A member of one of the oldest port families, he saw his surname on countless bottles of his favourite wine, of which he was an acknowledged expert taster. With him goes a matchless repository of knowledge and experience. Round any table at the end of a meal where a port was served blind, Bill’s thoughts were given respectful attention.

He was one of the first Masters of Wine, passing the exam in 1960. Until that year his family owned part of the port house that bears his name. Today it is owned and run by the Symington family, for whom Bill worked in an amiable fashion in the UK. With the recent loss of both Bill and Tim Stanley-Clarke, the Symingtons will presumably be more dependent than ever on the tasting memory of their retired winemaker Peter Symington, 74, father of current winemaker Charles. 

By the time I met Bill in the late 1970s, I found him one of the most welcoming members of the UK wine trade, always with a twinkle in his eye and a wry comment or two.

He not only knew a great deal about port, he was also an expert on the Peninsula War and published the diaries of his famous forebear, Oporto-born Lt General Sir William Warre, who, despite his youth, was so useful to the British army for his knowledge of Portugal and Portuguese.

For students of British history, William and Mary is an era in the early eighteenth century.

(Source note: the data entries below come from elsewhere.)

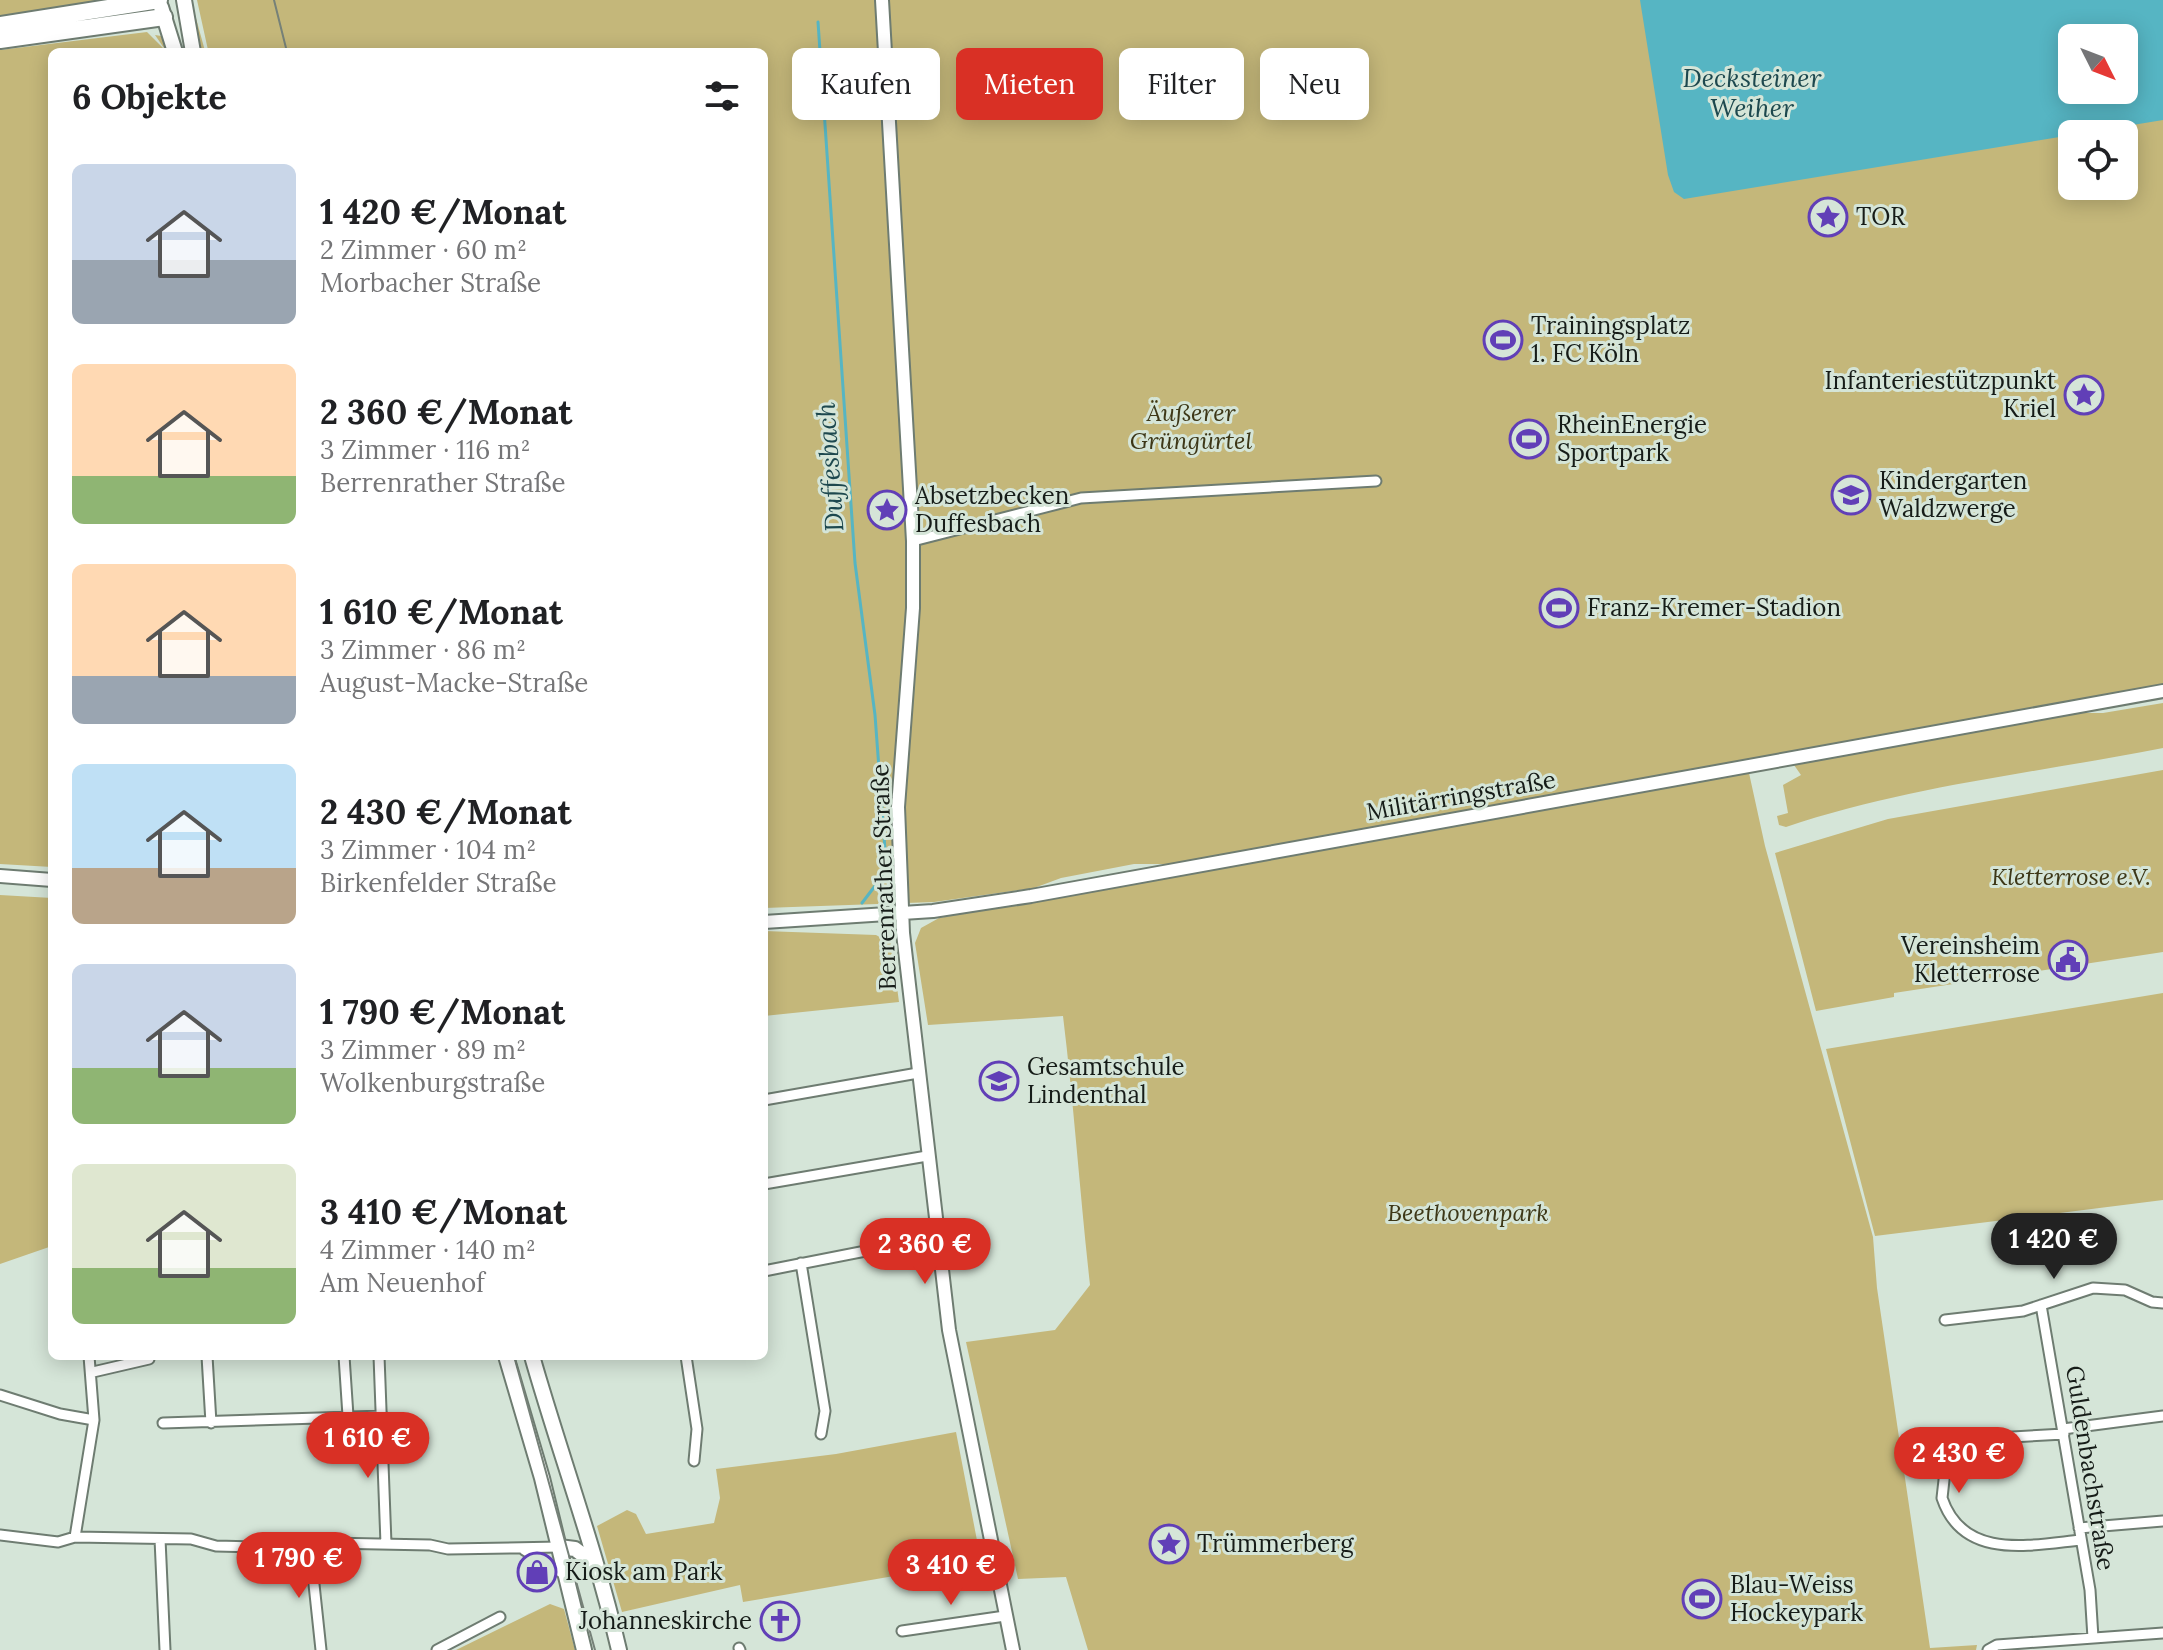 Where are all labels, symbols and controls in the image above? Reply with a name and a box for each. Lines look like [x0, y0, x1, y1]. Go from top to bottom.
north arrow [2058, 24, 2138, 104]
map controls [2058, 24, 2138, 200]
chip: Kaufen [792, 48, 940, 120]
chip: Mieten [956, 48, 1103, 120]
chip: Filter [1119, 48, 1244, 120]
chip: Neu [1260, 48, 1369, 120]
water label: Decksteiner Weiher [1682, 61, 1822, 124]
icon: filters [700, 74, 744, 118]
text: 6 Objekte [72, 75, 227, 118]
button: locate [2058, 120, 2138, 200]
text: 1 420 €/Monat [320, 190, 566, 233]
icon: home [136, 196, 232, 292]
place icon: TOR [1807, 196, 1849, 238]
place label: TOR [1856, 201, 1906, 232]
text: 2 Zimmer · 60 m² [320, 233, 527, 266]
text: Morbacher Straße [320, 266, 541, 299]
place label: Trainingsplatz 1. FC Köln [1531, 310, 1690, 369]
sports icon: Trainingsplatz 1. FC Köln [1482, 319, 1524, 361]
place label: Infanteriestützpunkt Kriel [1825, 365, 2057, 424]
place icon: Infanteriestützpunkt Kriel [2063, 374, 2105, 416]
text: 2 360 €/Monat [320, 390, 572, 433]
icon: home [136, 396, 232, 492]
park label: Äußerer Grüngürtel [1130, 397, 1252, 456]
water label: Duffesbach [809, 401, 850, 533]
place label: RheinEnergie Sportpark [1557, 409, 1707, 468]
sports icon: RheinEnergie Sportpark [1508, 418, 1550, 460]
text: 3 Zimmer · 116 m² [320, 433, 530, 466]
place label: Kindergarten Waldzwerge [1879, 465, 2027, 524]
text: Berrenrather Straße [320, 466, 566, 499]
school or university icon: Kindergarten Waldzwerge [1830, 474, 1872, 516]
place label: Absetzbecken Duffesbach [914, 480, 1069, 539]
place icon: Absetzbecken Duffesbach [866, 489, 908, 531]
sports icon: Franz-Kremer-Stadion [1538, 587, 1580, 629]
text: 1 610 €/Monat [320, 590, 563, 633]
place label: Franz-Kremer-Stadion [1587, 592, 1841, 623]
icon: home [136, 596, 232, 692]
text: 3 Zimmer · 86 m² [320, 633, 526, 666]
text: August-Macke-Straße [320, 666, 588, 699]
street label: Berrenrather Straße [864, 763, 903, 991]
street label: Militärringstraße [1364, 764, 1558, 827]
text: 2 430 €/Monat [320, 790, 571, 833]
icon: home [136, 796, 232, 892]
text: 3 Zimmer · 104 m² [320, 833, 536, 866]
park label: Kletterrose e.V. [1991, 861, 2151, 892]
text: Birkenfelder Straße [320, 866, 557, 899]
place label: Vereinsheim Kletterrose [1900, 930, 2040, 989]
public building icon: Vereinsheim Kletterrose [2047, 939, 2089, 981]
text: 1 790 €/Monat [320, 990, 565, 1033]
icon: home [136, 996, 232, 1092]
text: 3 Zimmer · 89 m² [320, 1033, 526, 1066]
place label: Gesamtschule Lindenthal [1027, 1051, 1184, 1110]
school or university icon: Gesamtschule Lindenthal [978, 1060, 1020, 1102]
text: Wolkenburgstraße [320, 1066, 545, 1099]
text: 3 410 €/Monat [320, 1190, 567, 1233]
icon: home [136, 1196, 232, 1292]
park label: Beethovenpark [1387, 1197, 1549, 1228]
pin: 1 420 € [1980, 1213, 2128, 1281]
pin: 2 360 € [851, 1218, 999, 1286]
text: 1 420 € [2009, 1222, 2099, 1255]
text: 2 360 € [878, 1227, 972, 1260]
text: 4 Zimmer · 140 m² [320, 1233, 536, 1266]
text: Am Neuenhof [320, 1266, 485, 1299]
street label: Guldenbachstraße [2059, 1363, 2122, 1573]
pin: 1 610 € [294, 1412, 442, 1480]
text: 1 610 € [324, 1421, 412, 1454]
pin: 2 430 € [1885, 1427, 2033, 1495]
text: 2 430 € [1912, 1436, 2006, 1469]
place icon: Trümmerberg [1148, 1523, 1190, 1565]
place label: Trümmerberg [1197, 1528, 1354, 1559]
pin: 1 790 € [225, 1532, 373, 1600]
pin: 3 410 € [877, 1539, 1025, 1607]
text: 1 790 € [255, 1541, 343, 1574]
text: 3 410 € [906, 1548, 996, 1581]
shop icon: Kiosk am Park [516, 1551, 558, 1593]
place label: Kiosk am Park [565, 1556, 723, 1587]
place label: Blau-Weiss Hockeypark [1730, 1569, 1863, 1628]
sports icon: Blau-Weiss Hockeypark [1681, 1578, 1723, 1620]
church icon: Johanneskirche [759, 1600, 801, 1642]
place label: Johanneskirche [578, 1605, 752, 1636]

For the port trade, William and Mary were the couple who made an annual trip to the Douro to visit their friends Elizabeth and the late Michael Symington, parents of current managing director Paul, at their house high above the vineyards.

Bill and Mary’s daughter Philippa is married to Jim Eustace of Haynes Hanson & Clark.

Paul Symington adds Perhaps the best recent memories of Bill were the trips that he and my father would do after their retirement up to the remote areas on the Spanish frontier were they would explore all the little mountain villages near Almeida and Guarda where the Anglo-Portuguese army faced Napoleon’s invasion. Dad and Bill knew the little villages, streams and bridges intimately and loved to visit the scene of the smaller, almost forgotten skirmishes, even more than the big battles. Port played a big role in these historical visits and I would be rung up at work and asked to send up more port as campaigning was tough..

He was a really lovely man with a real twinkle. Probably the last Warre in port, which is saying something considering the firm is the oldest established port company in Portugal of Anglo-Saxon origin…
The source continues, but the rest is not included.